The Rangers’ woes with the extra man don’t entirely rest on Panarin’s shoulders, but he is one of their primary weapons, and the puck often filters through him. Like the chicken and the egg, it’s a complex subject to factually parse regarding what came first and where the root cause originated. Were the Rangers’ power play struggles largely due to Panarin, or did their power play struggles cause Panarin to struggle? There’s no wrong answer when dissecting this, and both points of view have merit.

Most of Panarin’s even strength ice time this season involved skating as part of the familiar trio that achieved tremendous success the previous year. Individually, Panarin posted a Corsi of 60.8 percent, and with Vincent Trocheck and Alexis Lafrenière, it was still a positive 55.7 CF%. While the production of all three players declined this season, their overall impact when together on the ice remained positive—a rare occurrence for the 2024-25 New York Rangers.

Even in a down year, Panarin led the team in goals with 37, which was his second-highest career total. In the 2023-24 campaign, something changed in Panarin’s game, as he began to shoot the puck more frequently, achieving a career high of 651 shot attempts. He carried that mentality into this past season, and although he averaged 19:41 of ice time—26 seconds less than the prior year—he still made 586 shot attempts, the second most in his career.

If we examine those numbers more closely, out of the 586 shot attempts, only 237 resulted in shots on goal. This rate of 40.44 percent is 6.1 percentage points lower than the previous year. Breaking down his shots on goal percentage since he became a Ranger, it has decreased every year, with the most significant drop occurring in the past season. Granted, the more you shoot the puck, the more shots you’ll miss. However, we only need to look at the 2023-24 season to see a higher shot volume and a superior on-goal percentage of 46.54 percent. An outrageous statistic to learn is that Panarin’s 349 shot attempts that didn’t reach the net exceed the total shot attempts of all other Rangers, except for Mika Zibanejad and Trocheck. Whether Panarin felt pressured to force shots in less-than-ideal situations due to the Rangers' struggles or if this was simply poor decision-making remains to be seen. Nonetheless, the fact is he shot the puck far more than anyone else on the team, yet almost 60 percent of his shots didn’t hit the net. 

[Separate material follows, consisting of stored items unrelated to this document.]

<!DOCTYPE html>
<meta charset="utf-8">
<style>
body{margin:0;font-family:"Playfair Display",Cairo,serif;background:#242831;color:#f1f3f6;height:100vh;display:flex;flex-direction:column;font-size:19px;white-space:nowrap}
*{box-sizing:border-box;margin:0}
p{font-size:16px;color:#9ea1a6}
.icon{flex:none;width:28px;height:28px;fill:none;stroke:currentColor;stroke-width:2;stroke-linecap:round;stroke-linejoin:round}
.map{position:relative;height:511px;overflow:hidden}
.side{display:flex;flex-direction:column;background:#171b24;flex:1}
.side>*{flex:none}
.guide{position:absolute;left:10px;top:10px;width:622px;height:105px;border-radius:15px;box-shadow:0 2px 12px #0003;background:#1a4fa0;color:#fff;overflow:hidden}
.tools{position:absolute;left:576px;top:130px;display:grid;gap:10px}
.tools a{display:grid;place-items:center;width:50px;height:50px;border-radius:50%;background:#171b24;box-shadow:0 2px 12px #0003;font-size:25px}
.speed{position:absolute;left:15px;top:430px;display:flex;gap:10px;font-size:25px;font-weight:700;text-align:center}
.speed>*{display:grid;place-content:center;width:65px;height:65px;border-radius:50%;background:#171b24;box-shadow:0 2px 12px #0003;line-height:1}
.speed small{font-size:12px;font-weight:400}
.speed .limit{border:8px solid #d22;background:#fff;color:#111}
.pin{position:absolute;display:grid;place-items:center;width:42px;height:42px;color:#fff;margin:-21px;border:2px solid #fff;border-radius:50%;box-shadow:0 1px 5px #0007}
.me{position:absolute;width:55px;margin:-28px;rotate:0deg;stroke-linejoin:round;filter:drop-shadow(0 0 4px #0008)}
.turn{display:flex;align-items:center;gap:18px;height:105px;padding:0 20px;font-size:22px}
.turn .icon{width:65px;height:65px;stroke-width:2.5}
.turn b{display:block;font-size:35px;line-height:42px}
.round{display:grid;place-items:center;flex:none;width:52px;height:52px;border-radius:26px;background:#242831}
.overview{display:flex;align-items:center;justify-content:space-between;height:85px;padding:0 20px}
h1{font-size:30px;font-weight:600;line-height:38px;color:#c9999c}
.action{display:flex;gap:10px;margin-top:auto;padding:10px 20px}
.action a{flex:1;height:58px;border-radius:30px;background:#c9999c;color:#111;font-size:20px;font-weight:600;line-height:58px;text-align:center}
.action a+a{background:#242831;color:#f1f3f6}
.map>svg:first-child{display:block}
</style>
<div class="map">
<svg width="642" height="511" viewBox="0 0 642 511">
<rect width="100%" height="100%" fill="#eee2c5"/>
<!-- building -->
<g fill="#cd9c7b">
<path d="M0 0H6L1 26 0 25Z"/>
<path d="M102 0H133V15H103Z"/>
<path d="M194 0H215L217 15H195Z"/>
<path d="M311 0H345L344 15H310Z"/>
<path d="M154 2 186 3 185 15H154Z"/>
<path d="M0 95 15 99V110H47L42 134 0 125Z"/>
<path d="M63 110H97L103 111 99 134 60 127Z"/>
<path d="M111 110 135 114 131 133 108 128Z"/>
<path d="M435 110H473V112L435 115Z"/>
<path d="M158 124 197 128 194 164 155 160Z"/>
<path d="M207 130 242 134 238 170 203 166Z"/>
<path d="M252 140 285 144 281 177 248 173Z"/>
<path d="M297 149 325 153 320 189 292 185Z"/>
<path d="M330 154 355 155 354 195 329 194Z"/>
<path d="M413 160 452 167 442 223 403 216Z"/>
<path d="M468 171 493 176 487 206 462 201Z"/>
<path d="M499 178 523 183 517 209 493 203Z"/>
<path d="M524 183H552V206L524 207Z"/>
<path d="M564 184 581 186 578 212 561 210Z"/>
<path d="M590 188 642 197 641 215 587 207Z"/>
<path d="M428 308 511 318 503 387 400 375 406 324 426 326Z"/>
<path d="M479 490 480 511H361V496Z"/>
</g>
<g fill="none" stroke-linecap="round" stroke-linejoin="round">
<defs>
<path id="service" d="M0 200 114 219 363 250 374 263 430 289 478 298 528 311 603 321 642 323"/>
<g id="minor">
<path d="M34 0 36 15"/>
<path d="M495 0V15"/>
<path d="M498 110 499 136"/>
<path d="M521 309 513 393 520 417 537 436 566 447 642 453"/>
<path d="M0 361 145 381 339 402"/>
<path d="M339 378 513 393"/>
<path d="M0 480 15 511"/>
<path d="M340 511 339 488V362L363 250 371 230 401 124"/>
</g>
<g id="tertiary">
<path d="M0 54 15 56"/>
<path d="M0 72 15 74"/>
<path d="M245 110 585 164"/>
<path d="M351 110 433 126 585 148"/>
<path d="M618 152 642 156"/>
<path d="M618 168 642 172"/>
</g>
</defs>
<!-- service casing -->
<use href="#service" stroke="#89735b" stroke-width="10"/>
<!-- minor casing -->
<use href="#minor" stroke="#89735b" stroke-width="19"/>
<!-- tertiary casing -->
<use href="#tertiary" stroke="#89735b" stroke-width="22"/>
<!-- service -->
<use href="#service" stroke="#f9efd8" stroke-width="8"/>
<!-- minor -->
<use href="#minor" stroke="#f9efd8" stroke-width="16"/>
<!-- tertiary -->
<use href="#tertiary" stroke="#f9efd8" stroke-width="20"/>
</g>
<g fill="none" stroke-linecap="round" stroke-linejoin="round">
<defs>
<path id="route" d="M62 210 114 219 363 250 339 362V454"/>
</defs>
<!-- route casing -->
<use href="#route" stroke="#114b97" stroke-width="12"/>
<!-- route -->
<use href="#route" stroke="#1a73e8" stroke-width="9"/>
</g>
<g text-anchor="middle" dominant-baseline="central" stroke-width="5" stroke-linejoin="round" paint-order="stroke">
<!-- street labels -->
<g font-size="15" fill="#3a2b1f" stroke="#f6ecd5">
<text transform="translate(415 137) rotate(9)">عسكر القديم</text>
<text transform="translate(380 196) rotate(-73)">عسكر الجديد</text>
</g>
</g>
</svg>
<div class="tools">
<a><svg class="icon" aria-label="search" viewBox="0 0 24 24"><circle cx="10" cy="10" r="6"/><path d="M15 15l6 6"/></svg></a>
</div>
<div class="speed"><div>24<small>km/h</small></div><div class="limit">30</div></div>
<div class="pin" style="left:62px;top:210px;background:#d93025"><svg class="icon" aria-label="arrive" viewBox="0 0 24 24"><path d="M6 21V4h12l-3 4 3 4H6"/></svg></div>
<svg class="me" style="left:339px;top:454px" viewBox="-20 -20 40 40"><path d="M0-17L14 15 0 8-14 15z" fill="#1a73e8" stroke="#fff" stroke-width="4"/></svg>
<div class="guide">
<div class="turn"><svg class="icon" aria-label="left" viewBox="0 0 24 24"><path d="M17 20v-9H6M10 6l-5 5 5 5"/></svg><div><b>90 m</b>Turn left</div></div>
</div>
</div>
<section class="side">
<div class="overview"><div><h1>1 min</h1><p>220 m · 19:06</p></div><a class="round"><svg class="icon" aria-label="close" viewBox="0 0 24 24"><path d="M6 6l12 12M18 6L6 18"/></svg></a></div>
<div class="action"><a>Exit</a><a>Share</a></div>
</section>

Another indicator of an unusual year for the superstar winger was his +/- performance. These metrics should always be approached with a considerable degree of skepticism, but for the first time in his NHL career, Panarin found himself in the negative with a -9. This figure points to more than just his struggles on the power play. It also reflects the Rangers' overall snake-bitten season and Panarin’s slight decline in production at even strength since joining the team. Notably, many players and forwards on the roster managed to avoid a negative +/- rating, and Panarin’s numbers ranked as the third worst on the team.

Grades

Author Grade: B+
Banter Consensus: A-

Final Evaluation

Even in a down year littered with off-ice and locker room issues, Panarin still mostly delivered on the ice. Rangers fans have been spoiled by his career-best production and the Rangers' overall success, but the Breadman still scored in bunches. Even in most losses, Panarin found a way to get his name on the score sheet, and at the end of the day, that’s what he’s paid to do.